WHAT NEEDS TO BE DONE → Your answer should be one number: how many lines below have the word "side".

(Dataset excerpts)
┄┄┄┄┄┄

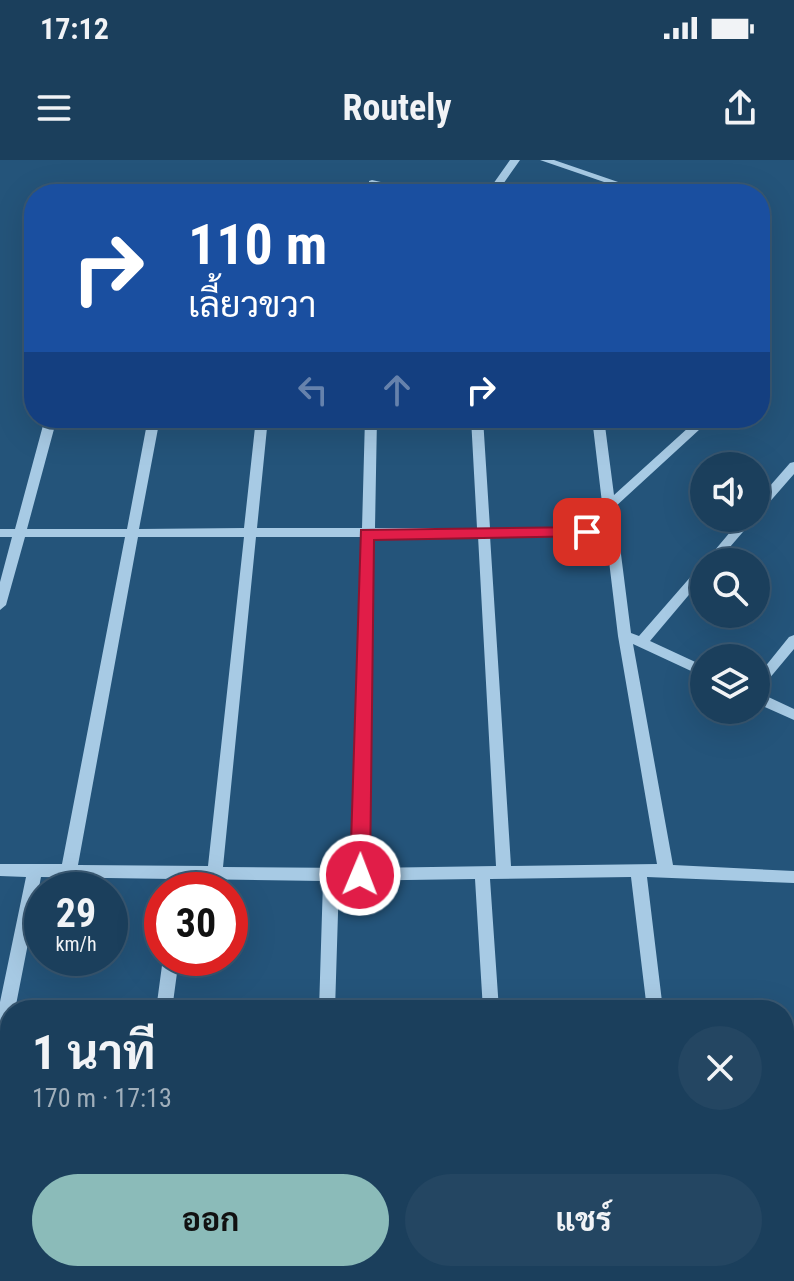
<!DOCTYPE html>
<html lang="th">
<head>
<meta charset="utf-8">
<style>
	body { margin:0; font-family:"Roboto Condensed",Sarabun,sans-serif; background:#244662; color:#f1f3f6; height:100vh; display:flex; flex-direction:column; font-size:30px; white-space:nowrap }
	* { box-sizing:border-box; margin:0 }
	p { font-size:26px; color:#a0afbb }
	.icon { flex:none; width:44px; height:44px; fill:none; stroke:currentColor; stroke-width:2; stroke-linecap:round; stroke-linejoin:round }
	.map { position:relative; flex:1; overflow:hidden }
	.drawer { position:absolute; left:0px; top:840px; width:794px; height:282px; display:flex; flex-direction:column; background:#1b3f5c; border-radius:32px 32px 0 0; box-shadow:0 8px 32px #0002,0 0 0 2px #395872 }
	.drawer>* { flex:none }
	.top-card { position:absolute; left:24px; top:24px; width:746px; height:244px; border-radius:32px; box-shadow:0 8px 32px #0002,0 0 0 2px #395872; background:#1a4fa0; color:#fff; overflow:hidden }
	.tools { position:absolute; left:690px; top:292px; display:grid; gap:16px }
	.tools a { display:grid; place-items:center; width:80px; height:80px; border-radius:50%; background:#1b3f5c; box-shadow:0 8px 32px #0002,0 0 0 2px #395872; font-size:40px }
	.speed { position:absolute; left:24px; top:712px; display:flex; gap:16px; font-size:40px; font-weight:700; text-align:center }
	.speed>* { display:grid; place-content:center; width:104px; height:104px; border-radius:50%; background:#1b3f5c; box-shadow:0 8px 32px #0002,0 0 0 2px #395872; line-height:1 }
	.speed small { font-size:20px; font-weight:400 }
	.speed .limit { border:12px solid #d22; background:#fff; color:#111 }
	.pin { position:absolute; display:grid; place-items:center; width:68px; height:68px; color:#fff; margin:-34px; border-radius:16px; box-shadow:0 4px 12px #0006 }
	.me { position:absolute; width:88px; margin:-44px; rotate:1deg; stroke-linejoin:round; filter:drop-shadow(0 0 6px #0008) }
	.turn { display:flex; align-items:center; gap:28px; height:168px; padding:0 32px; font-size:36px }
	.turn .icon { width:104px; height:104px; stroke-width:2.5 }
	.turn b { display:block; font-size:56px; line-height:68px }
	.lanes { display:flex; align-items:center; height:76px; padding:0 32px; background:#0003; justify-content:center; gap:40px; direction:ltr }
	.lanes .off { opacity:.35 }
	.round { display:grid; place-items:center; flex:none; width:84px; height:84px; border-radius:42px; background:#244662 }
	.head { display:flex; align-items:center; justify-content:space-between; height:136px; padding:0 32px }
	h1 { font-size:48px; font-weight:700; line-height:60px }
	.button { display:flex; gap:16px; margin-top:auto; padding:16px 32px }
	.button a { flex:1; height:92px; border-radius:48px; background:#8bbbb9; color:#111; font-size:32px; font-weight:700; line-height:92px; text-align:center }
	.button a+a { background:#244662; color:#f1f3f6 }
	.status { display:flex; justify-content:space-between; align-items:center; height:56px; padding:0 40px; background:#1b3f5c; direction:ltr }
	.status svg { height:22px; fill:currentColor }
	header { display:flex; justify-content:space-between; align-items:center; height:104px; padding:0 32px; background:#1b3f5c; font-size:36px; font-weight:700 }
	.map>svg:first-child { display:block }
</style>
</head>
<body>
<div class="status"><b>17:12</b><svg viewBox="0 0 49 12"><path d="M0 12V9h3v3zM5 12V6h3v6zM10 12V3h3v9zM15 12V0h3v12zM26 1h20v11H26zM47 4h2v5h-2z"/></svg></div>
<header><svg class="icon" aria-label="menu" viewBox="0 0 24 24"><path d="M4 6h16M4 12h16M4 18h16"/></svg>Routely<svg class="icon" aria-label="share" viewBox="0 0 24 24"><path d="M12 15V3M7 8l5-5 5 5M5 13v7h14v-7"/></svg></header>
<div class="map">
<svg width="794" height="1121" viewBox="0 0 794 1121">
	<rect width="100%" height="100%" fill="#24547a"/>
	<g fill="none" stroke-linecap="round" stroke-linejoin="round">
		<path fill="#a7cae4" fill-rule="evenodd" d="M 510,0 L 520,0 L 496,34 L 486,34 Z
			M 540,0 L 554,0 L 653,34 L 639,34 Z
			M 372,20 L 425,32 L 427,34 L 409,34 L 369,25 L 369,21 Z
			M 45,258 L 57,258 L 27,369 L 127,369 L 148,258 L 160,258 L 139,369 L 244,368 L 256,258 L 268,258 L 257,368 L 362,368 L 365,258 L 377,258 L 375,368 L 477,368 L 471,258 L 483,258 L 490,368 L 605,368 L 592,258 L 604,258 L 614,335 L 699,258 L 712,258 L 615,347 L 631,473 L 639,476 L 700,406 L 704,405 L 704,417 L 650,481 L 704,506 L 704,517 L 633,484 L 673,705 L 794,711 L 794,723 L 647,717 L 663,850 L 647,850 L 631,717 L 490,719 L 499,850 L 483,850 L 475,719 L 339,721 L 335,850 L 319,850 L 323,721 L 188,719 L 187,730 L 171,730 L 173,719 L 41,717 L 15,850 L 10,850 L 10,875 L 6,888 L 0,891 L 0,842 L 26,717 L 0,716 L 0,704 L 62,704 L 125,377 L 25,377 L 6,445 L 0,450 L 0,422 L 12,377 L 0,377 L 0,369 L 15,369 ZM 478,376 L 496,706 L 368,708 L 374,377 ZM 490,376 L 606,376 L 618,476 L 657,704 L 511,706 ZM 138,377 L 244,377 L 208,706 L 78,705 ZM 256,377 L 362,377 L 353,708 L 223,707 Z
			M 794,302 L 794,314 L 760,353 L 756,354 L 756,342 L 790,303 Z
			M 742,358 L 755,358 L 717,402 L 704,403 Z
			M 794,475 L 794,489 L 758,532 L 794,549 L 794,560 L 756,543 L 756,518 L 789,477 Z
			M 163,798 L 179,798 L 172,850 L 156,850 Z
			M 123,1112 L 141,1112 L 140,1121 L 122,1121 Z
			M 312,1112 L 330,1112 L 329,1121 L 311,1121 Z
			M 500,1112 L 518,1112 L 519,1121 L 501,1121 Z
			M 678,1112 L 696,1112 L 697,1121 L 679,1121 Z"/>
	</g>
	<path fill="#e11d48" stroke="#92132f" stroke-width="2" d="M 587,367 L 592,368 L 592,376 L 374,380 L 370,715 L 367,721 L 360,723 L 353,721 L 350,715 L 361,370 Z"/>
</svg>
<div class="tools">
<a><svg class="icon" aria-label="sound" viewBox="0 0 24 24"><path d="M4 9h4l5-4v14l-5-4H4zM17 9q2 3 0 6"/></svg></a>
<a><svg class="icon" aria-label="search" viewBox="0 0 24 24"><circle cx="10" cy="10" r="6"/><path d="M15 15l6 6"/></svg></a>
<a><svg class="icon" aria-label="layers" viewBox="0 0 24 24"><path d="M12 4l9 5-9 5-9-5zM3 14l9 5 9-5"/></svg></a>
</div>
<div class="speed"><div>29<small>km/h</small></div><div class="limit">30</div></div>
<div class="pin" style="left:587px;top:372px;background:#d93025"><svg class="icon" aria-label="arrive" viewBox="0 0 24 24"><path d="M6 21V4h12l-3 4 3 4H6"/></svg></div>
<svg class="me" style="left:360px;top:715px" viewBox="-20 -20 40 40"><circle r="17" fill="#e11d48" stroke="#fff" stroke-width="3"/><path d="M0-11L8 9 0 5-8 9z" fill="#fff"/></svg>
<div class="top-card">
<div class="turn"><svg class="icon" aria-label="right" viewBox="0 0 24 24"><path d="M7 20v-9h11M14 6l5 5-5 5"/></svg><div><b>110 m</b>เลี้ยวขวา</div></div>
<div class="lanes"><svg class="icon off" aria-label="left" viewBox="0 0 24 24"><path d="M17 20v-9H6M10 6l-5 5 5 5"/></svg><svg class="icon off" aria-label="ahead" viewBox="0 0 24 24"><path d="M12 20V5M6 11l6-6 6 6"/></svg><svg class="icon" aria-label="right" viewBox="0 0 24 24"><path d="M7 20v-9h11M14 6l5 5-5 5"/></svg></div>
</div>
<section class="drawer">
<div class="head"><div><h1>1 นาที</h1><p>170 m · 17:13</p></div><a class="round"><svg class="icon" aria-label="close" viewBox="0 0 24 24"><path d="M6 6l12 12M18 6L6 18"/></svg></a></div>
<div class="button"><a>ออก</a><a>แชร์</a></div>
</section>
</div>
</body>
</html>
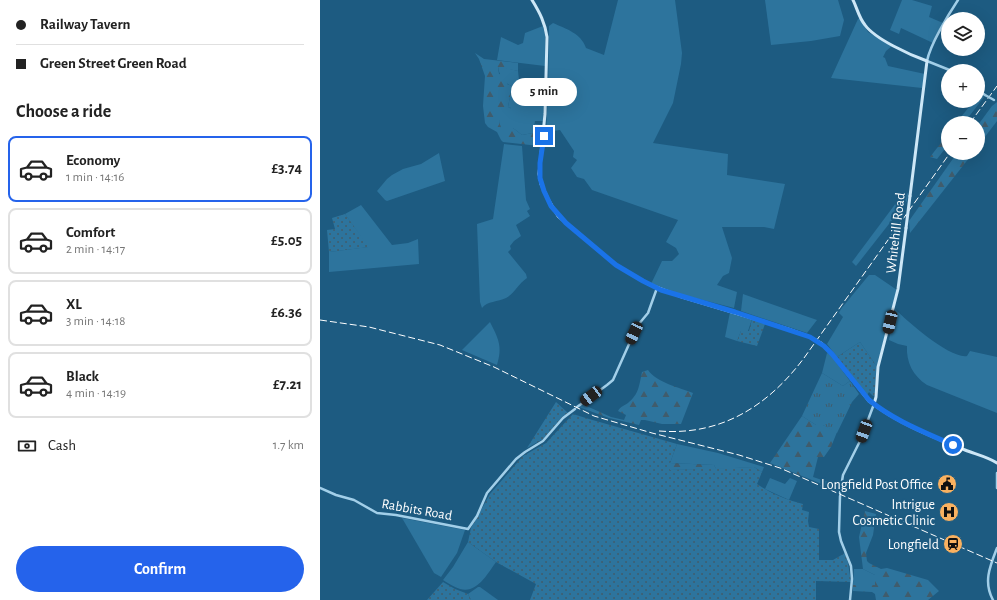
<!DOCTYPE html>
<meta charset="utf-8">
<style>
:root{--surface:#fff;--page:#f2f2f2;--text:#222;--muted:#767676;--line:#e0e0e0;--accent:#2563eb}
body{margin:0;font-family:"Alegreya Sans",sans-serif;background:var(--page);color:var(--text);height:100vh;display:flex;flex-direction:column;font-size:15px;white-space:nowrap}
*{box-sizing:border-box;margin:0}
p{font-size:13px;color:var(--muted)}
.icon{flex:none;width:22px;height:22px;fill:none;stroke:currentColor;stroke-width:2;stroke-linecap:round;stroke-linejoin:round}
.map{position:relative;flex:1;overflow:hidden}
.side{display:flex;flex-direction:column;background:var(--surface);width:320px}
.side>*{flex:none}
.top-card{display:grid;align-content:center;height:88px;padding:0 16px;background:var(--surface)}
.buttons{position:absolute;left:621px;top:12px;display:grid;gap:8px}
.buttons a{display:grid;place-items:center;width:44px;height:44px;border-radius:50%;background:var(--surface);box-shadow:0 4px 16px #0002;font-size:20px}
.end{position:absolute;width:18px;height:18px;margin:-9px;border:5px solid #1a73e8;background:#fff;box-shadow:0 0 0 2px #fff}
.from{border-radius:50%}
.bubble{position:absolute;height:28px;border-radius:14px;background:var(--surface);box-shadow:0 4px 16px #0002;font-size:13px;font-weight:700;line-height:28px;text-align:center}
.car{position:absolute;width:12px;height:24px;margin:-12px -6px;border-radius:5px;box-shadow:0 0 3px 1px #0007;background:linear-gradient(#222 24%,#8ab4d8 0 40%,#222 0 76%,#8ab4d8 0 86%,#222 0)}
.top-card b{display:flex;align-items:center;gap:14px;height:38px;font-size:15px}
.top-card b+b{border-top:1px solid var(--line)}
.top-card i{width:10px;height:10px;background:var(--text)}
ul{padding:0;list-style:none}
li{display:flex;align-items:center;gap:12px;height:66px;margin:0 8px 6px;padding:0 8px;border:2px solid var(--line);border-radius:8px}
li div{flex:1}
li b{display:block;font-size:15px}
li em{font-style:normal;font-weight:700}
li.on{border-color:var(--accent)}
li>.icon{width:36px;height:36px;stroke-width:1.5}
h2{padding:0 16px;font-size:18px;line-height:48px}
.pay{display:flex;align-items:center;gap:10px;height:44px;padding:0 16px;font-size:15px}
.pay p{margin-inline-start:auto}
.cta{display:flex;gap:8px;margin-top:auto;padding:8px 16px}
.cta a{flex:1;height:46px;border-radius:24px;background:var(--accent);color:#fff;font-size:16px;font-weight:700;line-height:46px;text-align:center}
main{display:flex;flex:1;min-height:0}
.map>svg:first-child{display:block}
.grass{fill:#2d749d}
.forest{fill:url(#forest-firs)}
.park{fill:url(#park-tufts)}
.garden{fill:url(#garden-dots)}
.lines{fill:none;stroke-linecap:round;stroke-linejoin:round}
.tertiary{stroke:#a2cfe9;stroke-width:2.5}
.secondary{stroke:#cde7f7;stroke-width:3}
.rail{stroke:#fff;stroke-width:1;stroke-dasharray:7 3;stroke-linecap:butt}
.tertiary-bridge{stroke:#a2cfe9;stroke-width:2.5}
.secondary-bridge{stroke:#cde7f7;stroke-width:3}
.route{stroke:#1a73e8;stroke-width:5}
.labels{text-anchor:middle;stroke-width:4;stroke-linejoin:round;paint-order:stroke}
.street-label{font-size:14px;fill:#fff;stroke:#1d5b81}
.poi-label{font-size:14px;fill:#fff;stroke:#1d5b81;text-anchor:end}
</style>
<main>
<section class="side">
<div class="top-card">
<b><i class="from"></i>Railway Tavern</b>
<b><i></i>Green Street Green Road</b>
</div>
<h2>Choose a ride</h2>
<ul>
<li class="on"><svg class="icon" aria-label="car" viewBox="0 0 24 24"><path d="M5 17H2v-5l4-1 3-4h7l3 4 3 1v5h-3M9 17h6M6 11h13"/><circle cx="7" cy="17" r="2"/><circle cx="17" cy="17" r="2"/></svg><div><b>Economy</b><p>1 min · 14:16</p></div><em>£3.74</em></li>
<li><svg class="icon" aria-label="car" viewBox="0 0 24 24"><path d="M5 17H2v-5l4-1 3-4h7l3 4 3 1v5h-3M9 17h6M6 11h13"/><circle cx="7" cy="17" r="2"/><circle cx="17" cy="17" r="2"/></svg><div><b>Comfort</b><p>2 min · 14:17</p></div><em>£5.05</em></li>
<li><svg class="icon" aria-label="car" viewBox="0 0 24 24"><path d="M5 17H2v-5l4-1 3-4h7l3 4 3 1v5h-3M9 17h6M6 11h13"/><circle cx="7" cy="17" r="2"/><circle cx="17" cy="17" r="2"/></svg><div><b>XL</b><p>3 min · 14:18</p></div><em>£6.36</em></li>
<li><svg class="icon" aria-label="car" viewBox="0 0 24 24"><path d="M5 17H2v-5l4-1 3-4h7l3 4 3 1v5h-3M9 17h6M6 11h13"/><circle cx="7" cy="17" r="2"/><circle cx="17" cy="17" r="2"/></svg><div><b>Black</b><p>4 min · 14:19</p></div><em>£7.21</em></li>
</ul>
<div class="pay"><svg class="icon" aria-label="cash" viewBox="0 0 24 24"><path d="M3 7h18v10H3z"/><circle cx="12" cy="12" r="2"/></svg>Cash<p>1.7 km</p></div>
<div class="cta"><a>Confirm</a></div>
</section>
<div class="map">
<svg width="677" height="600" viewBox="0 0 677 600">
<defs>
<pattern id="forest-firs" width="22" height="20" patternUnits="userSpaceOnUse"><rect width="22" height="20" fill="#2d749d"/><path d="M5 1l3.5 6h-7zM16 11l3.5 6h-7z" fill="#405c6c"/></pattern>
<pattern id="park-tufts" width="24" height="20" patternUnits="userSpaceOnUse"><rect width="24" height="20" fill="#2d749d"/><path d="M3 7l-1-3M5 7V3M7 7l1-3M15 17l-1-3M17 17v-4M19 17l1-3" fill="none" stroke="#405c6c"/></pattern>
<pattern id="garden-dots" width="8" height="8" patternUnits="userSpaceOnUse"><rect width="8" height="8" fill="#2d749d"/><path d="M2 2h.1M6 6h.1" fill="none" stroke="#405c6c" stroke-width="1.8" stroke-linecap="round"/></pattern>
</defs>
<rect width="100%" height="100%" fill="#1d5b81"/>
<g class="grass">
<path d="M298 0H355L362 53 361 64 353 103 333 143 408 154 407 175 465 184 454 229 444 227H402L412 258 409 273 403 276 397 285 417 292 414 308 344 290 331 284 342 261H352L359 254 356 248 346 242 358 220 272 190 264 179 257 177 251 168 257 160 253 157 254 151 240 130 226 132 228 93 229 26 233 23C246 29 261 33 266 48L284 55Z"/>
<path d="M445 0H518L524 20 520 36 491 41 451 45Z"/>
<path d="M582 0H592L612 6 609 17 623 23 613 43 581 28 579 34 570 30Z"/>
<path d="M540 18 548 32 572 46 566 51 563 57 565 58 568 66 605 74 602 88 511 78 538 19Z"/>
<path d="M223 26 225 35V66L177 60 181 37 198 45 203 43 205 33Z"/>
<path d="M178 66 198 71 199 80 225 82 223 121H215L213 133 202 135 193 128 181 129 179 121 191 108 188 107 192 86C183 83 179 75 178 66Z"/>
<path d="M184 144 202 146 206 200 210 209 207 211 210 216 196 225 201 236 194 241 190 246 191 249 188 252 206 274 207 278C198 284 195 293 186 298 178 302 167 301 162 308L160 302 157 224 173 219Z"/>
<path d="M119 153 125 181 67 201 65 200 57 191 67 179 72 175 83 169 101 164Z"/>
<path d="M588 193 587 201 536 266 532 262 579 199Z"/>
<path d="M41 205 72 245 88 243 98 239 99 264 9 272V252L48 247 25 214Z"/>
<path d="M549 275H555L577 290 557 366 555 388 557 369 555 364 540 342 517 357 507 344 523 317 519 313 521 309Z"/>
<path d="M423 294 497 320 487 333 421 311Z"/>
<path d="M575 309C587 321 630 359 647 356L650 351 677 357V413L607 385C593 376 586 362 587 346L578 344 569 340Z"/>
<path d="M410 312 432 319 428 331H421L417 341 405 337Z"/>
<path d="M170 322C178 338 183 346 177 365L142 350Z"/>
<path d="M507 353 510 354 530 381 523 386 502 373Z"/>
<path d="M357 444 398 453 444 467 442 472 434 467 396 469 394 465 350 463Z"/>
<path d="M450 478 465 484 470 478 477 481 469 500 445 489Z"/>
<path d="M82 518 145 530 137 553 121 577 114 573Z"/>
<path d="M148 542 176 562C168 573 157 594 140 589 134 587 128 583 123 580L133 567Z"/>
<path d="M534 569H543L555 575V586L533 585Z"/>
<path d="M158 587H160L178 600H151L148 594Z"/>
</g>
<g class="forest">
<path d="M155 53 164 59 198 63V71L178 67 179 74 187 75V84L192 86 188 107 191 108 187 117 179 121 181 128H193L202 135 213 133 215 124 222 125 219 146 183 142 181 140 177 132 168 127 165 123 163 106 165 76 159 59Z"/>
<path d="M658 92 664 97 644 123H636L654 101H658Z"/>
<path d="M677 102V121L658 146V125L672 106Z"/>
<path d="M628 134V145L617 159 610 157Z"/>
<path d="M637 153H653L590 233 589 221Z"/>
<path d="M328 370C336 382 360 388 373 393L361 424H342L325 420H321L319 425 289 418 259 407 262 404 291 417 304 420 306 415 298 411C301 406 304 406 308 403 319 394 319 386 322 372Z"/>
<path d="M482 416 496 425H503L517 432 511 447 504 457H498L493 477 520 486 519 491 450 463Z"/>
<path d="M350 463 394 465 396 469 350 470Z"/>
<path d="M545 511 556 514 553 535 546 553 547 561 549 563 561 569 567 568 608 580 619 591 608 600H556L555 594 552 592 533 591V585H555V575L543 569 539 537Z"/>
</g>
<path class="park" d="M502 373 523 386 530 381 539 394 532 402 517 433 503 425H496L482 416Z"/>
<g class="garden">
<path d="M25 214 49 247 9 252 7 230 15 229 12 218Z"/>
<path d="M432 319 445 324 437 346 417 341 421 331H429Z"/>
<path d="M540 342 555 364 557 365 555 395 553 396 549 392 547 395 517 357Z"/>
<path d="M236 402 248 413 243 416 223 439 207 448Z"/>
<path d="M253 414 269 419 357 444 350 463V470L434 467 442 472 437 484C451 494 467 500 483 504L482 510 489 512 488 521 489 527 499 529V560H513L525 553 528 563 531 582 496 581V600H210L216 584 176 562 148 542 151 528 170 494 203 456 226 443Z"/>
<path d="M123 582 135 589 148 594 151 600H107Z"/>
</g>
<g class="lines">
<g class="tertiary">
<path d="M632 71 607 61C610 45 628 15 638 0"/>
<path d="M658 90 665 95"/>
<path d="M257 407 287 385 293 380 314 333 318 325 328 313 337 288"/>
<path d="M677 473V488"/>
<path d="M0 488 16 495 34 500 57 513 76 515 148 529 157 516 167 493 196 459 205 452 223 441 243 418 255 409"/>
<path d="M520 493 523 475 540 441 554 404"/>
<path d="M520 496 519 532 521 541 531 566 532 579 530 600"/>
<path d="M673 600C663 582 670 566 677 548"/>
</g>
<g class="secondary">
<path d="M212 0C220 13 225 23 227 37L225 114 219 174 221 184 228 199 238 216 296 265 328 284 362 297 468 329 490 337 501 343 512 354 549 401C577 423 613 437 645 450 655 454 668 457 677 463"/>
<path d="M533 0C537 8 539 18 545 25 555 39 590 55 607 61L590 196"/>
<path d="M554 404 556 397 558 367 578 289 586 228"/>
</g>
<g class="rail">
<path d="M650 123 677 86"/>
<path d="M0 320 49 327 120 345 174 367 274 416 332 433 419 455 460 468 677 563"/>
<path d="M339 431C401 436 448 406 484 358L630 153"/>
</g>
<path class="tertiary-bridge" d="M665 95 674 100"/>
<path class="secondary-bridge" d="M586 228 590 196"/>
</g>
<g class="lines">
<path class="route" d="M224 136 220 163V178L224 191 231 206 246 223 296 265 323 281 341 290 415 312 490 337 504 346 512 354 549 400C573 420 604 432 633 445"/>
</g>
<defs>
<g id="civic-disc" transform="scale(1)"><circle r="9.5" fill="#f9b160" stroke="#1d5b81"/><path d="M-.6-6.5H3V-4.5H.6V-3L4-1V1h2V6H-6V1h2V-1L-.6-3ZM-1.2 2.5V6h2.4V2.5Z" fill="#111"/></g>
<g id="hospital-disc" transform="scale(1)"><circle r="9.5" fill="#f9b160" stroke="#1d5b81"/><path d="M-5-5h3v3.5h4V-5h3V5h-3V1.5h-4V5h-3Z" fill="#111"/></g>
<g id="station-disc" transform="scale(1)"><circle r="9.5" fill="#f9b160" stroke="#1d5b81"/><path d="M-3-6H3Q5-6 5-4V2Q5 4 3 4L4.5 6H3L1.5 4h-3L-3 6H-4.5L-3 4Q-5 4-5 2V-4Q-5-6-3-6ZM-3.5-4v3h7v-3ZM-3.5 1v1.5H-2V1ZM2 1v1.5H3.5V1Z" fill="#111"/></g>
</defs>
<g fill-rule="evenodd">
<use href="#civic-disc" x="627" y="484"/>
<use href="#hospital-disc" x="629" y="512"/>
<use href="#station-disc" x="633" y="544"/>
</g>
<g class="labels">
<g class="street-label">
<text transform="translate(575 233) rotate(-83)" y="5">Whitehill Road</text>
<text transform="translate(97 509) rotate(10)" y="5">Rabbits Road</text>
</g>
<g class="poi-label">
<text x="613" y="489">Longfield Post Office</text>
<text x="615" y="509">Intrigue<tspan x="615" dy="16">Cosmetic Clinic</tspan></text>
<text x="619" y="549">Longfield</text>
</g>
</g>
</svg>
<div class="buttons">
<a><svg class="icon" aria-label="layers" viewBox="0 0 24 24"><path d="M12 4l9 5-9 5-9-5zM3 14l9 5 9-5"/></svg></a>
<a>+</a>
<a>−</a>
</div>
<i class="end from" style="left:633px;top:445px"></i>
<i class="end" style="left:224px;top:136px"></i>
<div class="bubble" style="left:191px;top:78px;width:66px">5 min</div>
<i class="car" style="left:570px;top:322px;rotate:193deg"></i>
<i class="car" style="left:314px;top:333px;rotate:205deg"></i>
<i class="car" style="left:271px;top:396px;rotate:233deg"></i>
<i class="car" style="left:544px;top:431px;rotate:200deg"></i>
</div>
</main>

┄┄┄┄┄┄

ANSWER BOX → 3